## Brief
Write out the records in full and without alteration, setting aside their pictures.

*****

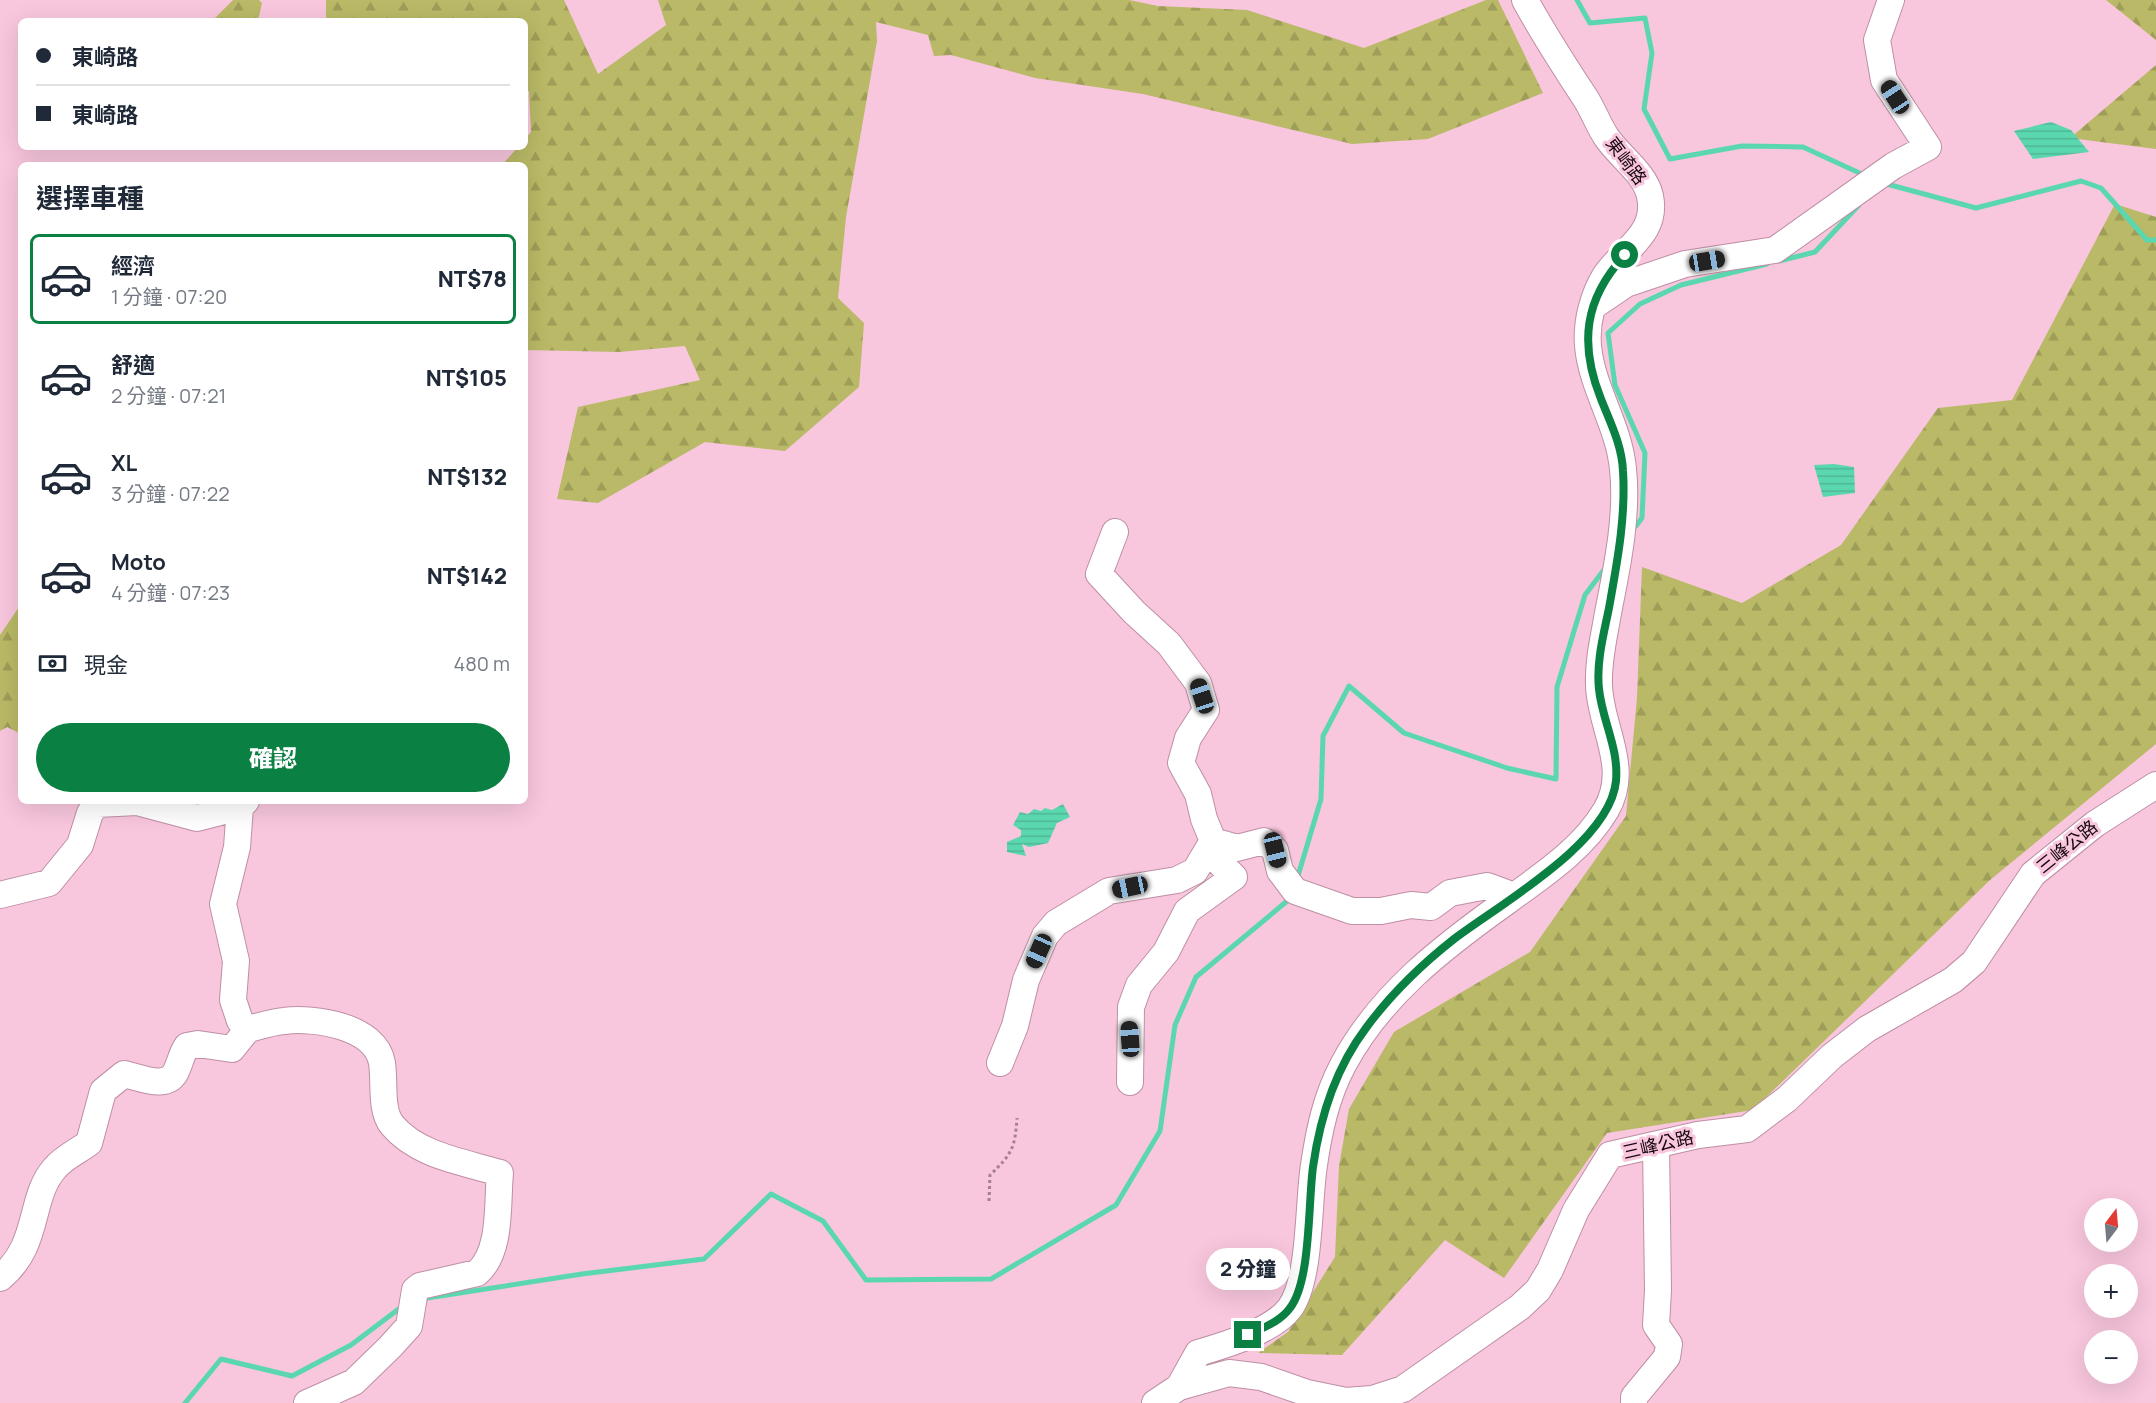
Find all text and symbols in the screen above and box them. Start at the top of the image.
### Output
text: 東崎路 [72,42,138,72]
car [1878,77,1912,117]
text: 東崎路 [72,100,138,130]
street label: 東崎路 [1601,132,1653,189]
text: 選擇車種 [36,179,144,216]
route start [1611,241,1638,268]
car [1688,249,1726,273]
text: 經濟 [111,251,155,281]
icon: car [39,252,93,306]
text: NT$78 [438,264,507,294]
text: 1 分鐘 · 07:20 [111,283,227,310]
text: 舒適 [111,350,155,380]
icon: car [39,351,93,405]
text: NT$105 [426,363,507,393]
text: 2 分鐘 · 07:21 [111,382,226,409]
text: XL [111,448,137,478]
icon: car [39,450,93,504]
text: NT$132 [427,462,507,492]
text: 3 分鐘 · 07:22 [111,480,230,507]
text: Moto [111,547,166,577]
icon: car [39,549,93,603]
text: NT$142 [427,561,507,591]
text: 4 分鐘 · 07:23 [111,579,230,606]
icon: cash [36,647,69,680]
text: 現金 [84,650,128,680]
text: 480 m [453,650,510,677]
car [1188,676,1216,716]
button: 確認 [36,723,510,792]
street label: 三峰公路 [2031,814,2102,878]
car [1262,830,1288,870]
car [1111,874,1149,900]
car [1023,931,1055,971]
car [1120,1020,1140,1058]
street label: 三峰公路 [1620,1124,1696,1164]
north arrow [2084,1198,2138,1252]
map controls [2084,1198,2138,1384]
callout: 2 分鐘 [1206,1248,1290,1290]
text: 2 分鐘 [1220,1255,1276,1282]
button: + [2084,1264,2138,1318]
route end [1234,1321,1261,1348]
button: − [2084,1330,2138,1384]

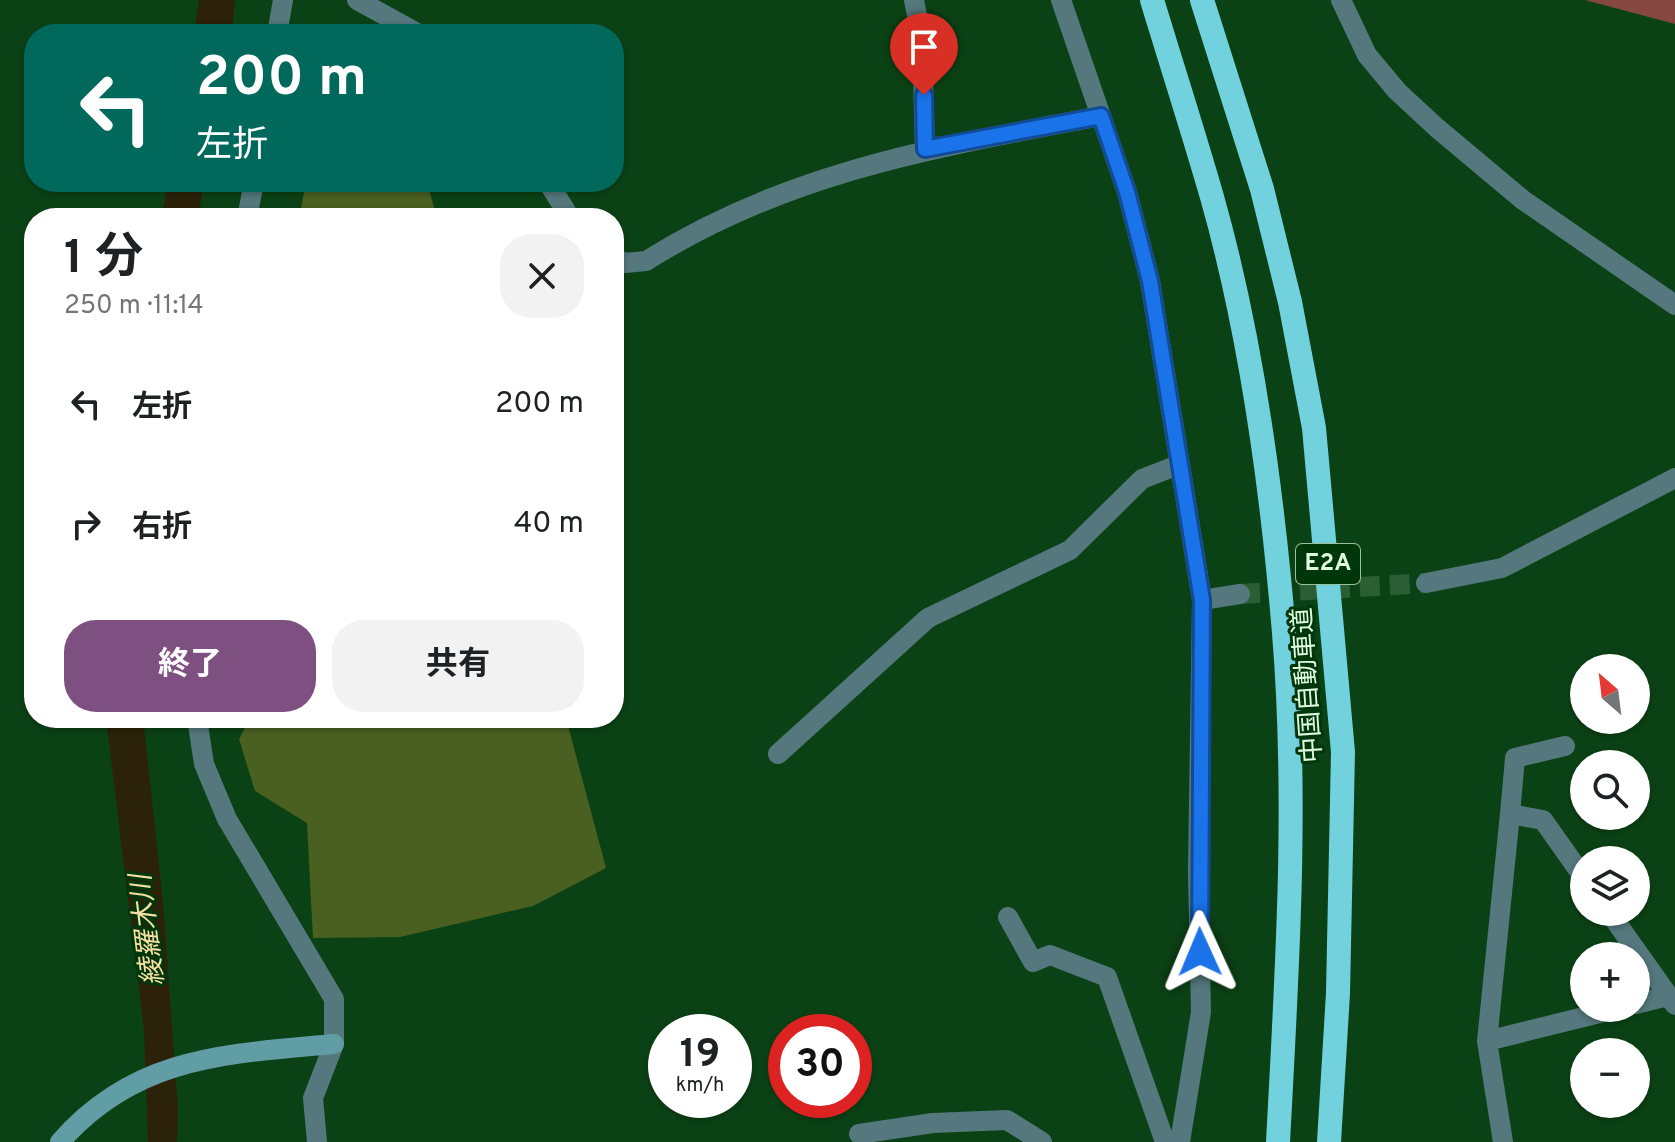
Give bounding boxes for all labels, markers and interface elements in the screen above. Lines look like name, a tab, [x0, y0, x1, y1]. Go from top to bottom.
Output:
pin	[890, 13, 958, 95]
icon: arrive	[902, 25, 946, 69]
text: 200 m	[196, 45, 367, 115]
icon: left	[64, 56, 168, 160]
text: 左折	[196, 124, 268, 170]
text: 1 分	[64, 230, 143, 290]
button: close	[500, 234, 584, 318]
text: 250 m · 11:14	[64, 290, 204, 323]
icon: left	[64, 382, 108, 426]
text: 200 m	[495, 386, 584, 423]
text: 左折	[132, 390, 192, 427]
icon: right	[64, 502, 108, 546]
text: 40 m	[514, 506, 584, 543]
text: 右折	[132, 510, 192, 547]
road number: E2A	[1296, 544, 1360, 584]
street label: 中国自動車道	[1287, 606, 1331, 764]
button: 終了	[64, 620, 316, 712]
button: 共有	[332, 620, 584, 712]
north arrow	[1570, 654, 1650, 734]
map controls	[1570, 654, 1650, 1118]
button: search	[1570, 750, 1650, 830]
button: layers	[1570, 846, 1650, 926]
water label: 綾羅木川	[124, 869, 174, 988]
position arrow	[1158, 910, 1242, 994]
button: +	[1570, 942, 1650, 1022]
speed limit sign: 30	[768, 1014, 872, 1118]
text: 19	[680, 1031, 720, 1081]
button: −	[1570, 1038, 1650, 1118]
text: km/h	[676, 1073, 724, 1099]

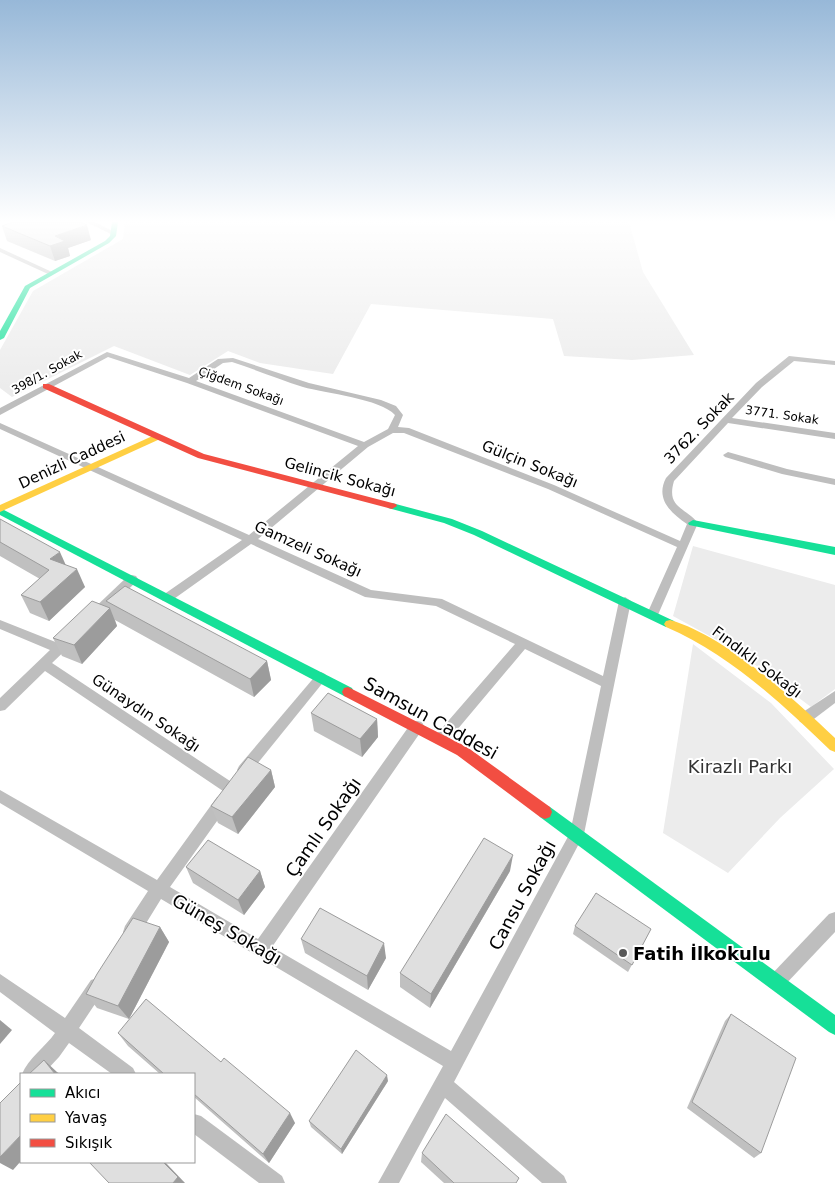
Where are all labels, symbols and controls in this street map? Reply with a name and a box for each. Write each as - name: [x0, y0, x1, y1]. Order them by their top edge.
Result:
- street label: 398/1. Sokak: [9, 347, 85, 397]
- street label: Çiğdem Sokağı: [196, 364, 286, 408]
- street label: 3762. Sokak: [660, 388, 738, 468]
- street label: 3771. Sokak: [744, 403, 820, 427]
- street label: Denizli Caddesi: [16, 427, 128, 493]
- street label: Gülçin Sokağı: [479, 437, 581, 491]
- street label: Gelincik Sokağı: [282, 453, 398, 501]
- street label: Gamzeli Sokağı: [252, 517, 364, 581]
- street label: Fındıklı Sokağı: [709, 622, 805, 702]
- street label: Günaydın Sokağı: [88, 670, 204, 756]
- street label: Samsun Caddesi: [360, 673, 502, 763]
- park label: Kirazlı Parkı: [688, 756, 792, 777]
- street label: Çamlı Sokağı: [281, 773, 365, 881]
- street label: Cansu Sokağı: [484, 836, 560, 954]
- street label: Güneş Sokağı: [169, 889, 285, 969]
- place label: Fatih İlkokulu: [633, 943, 771, 964]
- marker: Fatih İlkokulu: [617, 947, 629, 959]
- legend: [20, 1073, 195, 1163]
- text: Akıcı: [65, 1084, 101, 1102]
- text: Yavaş: [64, 1109, 107, 1127]
- text: Sıkışık: [65, 1134, 113, 1152]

*****

## Solution to the exercise
Find all text and symbols in the screen above and box them. Start at the top of the image.
### Output
text: 東崎路 [72,42,138,72]
car [1878,77,1912,117]
text: 東崎路 [72,100,138,130]
street label: 東崎路 [1601,132,1653,189]
text: 選擇車種 [36,179,144,216]
route start [1611,241,1638,268]
car [1688,249,1726,273]
text: 經濟 [111,251,155,281]
icon: car [39,252,93,306]
text: NT$78 [438,264,507,294]
text: 1 分鐘 · 07:20 [111,283,227,310]
text: 舒適 [111,350,155,380]
icon: car [39,351,93,405]
text: NT$105 [426,363,507,393]
text: 2 分鐘 · 07:21 [111,382,226,409]
text: XL [111,448,137,478]
icon: car [39,450,93,504]
text: NT$132 [427,462,507,492]
text: 3 分鐘 · 07:22 [111,480,230,507]
text: Moto [111,547,166,577]
icon: car [39,549,93,603]
text: NT$142 [427,561,507,591]
text: 4 分鐘 · 07:23 [111,579,230,606]
icon: cash [36,647,69,680]
text: 現金 [84,650,128,680]
text: 480 m [453,650,510,677]
car [1188,676,1216,716]
button: 確認 [36,723,510,792]
street label: 三峰公路 [2031,814,2102,878]
car [1262,830,1288,870]
car [1111,874,1149,900]
car [1023,931,1055,971]
car [1120,1020,1140,1058]
street label: 三峰公路 [1620,1124,1696,1164]
north arrow [2084,1198,2138,1252]
map controls [2084,1198,2138,1384]
callout: 2 分鐘 [1206,1248,1290,1290]
text: 2 分鐘 [1220,1255,1276,1282]
button: + [2084,1264,2138,1318]
route end [1234,1321,1261,1348]
button: − [2084,1330,2138,1384]

Give bounding boxes for all labels, markers and interface elements in the screen above. Lines look like name, a tab, [x0, y0, x1, y1]. Go from top to bottom.
Output:
pin	[890, 13, 958, 95]
icon: arrive	[902, 25, 946, 69]
text: 200 m	[196, 45, 367, 115]
icon: left	[64, 56, 168, 160]
text: 左折	[196, 124, 268, 170]
text: 1 分	[64, 230, 143, 290]
button: close	[500, 234, 584, 318]
text: 250 m · 11:14	[64, 290, 204, 323]
icon: left	[64, 382, 108, 426]
text: 200 m	[495, 386, 584, 423]
text: 左折	[132, 390, 192, 427]
icon: right	[64, 502, 108, 546]
text: 40 m	[514, 506, 584, 543]
text: 右折	[132, 510, 192, 547]
road number: E2A	[1296, 544, 1360, 584]
street label: 中国自動車道	[1287, 606, 1331, 764]
button: 終了	[64, 620, 316, 712]
button: 共有	[332, 620, 584, 712]
north arrow	[1570, 654, 1650, 734]
map controls	[1570, 654, 1650, 1118]
button: search	[1570, 750, 1650, 830]
button: layers	[1570, 846, 1650, 926]
water label: 綾羅木川	[124, 869, 174, 988]
position arrow	[1158, 910, 1242, 994]
button: +	[1570, 942, 1650, 1022]
speed limit sign: 30	[768, 1014, 872, 1118]
text: 19	[680, 1031, 720, 1081]
button: −	[1570, 1038, 1650, 1118]
text: km/h	[676, 1073, 724, 1099]

Where are all labels, symbols and controls in this street map? Reply with a name and a box for each. Write each as - name: [x0, y0, x1, y1]. Order them by their top edge.
Result:
- street label: 398/1. Sokak: [9, 347, 85, 397]
- street label: Çiğdem Sokağı: [196, 364, 286, 408]
- street label: 3762. Sokak: [660, 388, 738, 468]
- street label: 3771. Sokak: [744, 403, 820, 427]
- street label: Denizli Caddesi: [16, 427, 128, 493]
- street label: Gülçin Sokağı: [479, 437, 581, 491]
- street label: Gelincik Sokağı: [282, 453, 398, 501]
- street label: Gamzeli Sokağı: [252, 517, 364, 581]
- street label: Fındıklı Sokağı: [709, 622, 805, 702]
- street label: Günaydın Sokağı: [88, 670, 204, 756]
- street label: Samsun Caddesi: [360, 673, 502, 763]
- park label: Kirazlı Parkı: [688, 756, 792, 777]
- street label: Çamlı Sokağı: [281, 773, 365, 881]
- street label: Cansu Sokağı: [484, 836, 560, 954]
- street label: Güneş Sokağı: [169, 889, 285, 969]
- place label: Fatih İlkokulu: [633, 943, 771, 964]
- marker: Fatih İlkokulu: [617, 947, 629, 959]
- legend: [20, 1073, 195, 1163]
- text: Akıcı: [65, 1084, 101, 1102]
- text: Yavaş: [64, 1109, 107, 1127]
- text: Sıkışık: [65, 1134, 113, 1152]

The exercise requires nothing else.